In particular, Legislative Decree 33/2013 requires not only that Public Administrations are transparent, but also that they do so in a standardised way, since they all have to disclose the same data, in the same way, with the same frequency and in the same website section. 

The legislator translated the general obligation for transparency into a specific concept of accountability. The difference between the two concepts is not merely terminological, but also substantial, allowing: 
    • on the one hand, complete knowledge of a specific Public Administration (in practice, a kind of due diligence) and, consequently, its evaluation; 
    • on the other hand, the comparison between Public Administrations of the same category, based on their respective ranking and the comparison to the benchmark. 
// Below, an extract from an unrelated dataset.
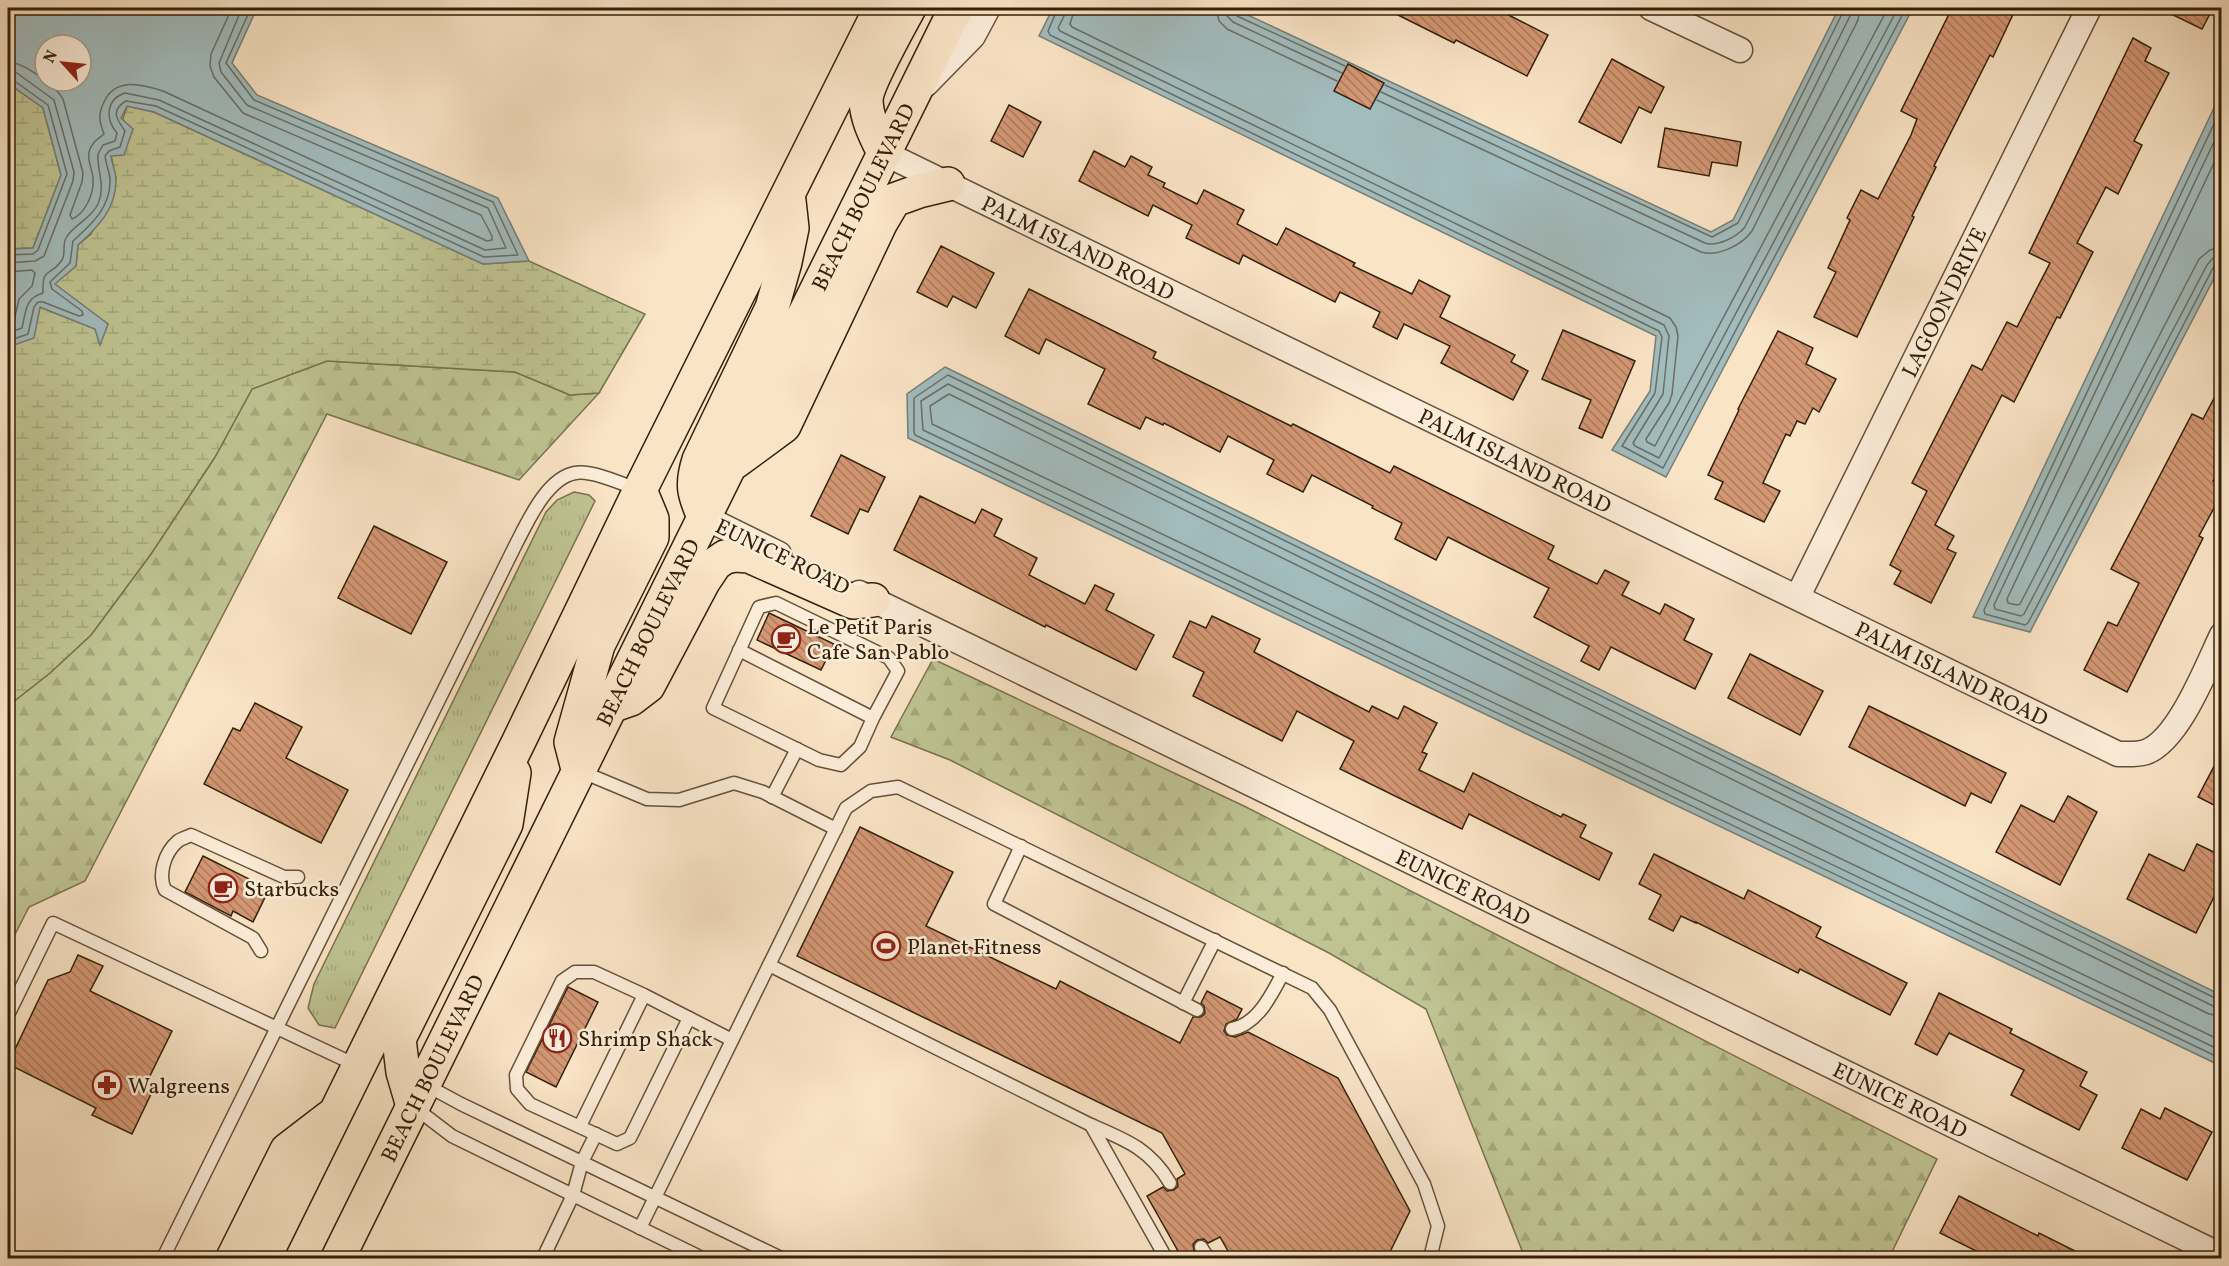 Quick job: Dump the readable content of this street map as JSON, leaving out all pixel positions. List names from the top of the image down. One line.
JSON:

This is what the Department of the Public Function wrote on the website www.qualitapa.gov.it
"To make data regarding the community usable and accessible, so that everybody can benefit from it, is not an innovation destined to few experts, but it involves everyone, because it allows citizens to gather information – in practice already available to users – transparently and directly, making citizens more informed and therefore more aware. There is indeed no doubt that the availability of data concerning a person’s City Hall’s budget, or data on traffic, or on the environment, ecc. is an asset that every citizen has a right to have."

At the European level 
Member States might have quite different administrative systems, but they are all called to carry out the same task: offering services to citizens. Is it possible to evaluate administrative systems? It is, according to applicable laws. Indeed, every Member State aside from Austria and Luxemburg passed a legislation establishing a right to civic access to Public Administrations’ data (the so called FOIA, Freedom of Information Act). 

The right rests on two pillars: 
    • the citizens’ right to access Public Administrations’ data, 
    • the obligation for Public Administrations to publish directly at least some of that data. 
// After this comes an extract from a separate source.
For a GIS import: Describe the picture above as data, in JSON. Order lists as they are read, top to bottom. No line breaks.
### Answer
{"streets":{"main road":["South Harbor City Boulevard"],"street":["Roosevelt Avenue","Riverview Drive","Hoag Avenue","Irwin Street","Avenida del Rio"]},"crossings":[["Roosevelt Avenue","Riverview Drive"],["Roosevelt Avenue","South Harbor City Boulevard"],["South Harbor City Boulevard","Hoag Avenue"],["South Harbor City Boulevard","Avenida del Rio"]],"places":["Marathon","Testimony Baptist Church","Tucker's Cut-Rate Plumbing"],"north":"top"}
All this allows citizens to access data and information regarding Public Administrations. 
Ensuring this right is more difficult for those States that focused on enforcing the first pillar, neglecting the second. 

Nevertheless, in order to enter the EU and stay in it, Member States must not only guarantee minimum democratic standards, but also meet minimum requirements on transparency, anti-corruption measures and efficiency. In short, they must guarantee a minimum level of administrative capacity. 

European references

In 2018, the European Commission, in its Report on Member States’ Public Administrations titled "Measuring Public Administration: A Feasibility Study for Better Comparative Indicators in the EU", stated that: 

"Good governance and quality of public administrations is recognisably in the interests of the EU citizens and Member States, to achieve maximum value from finite public funds and create a public-private interface that raises employment and growth. Worldwide, the evidence is irrefutable: high productivity, high income per head economies have the most effective and efficient public institutions."

In other words, there cannot be economical and social development without a good public governance.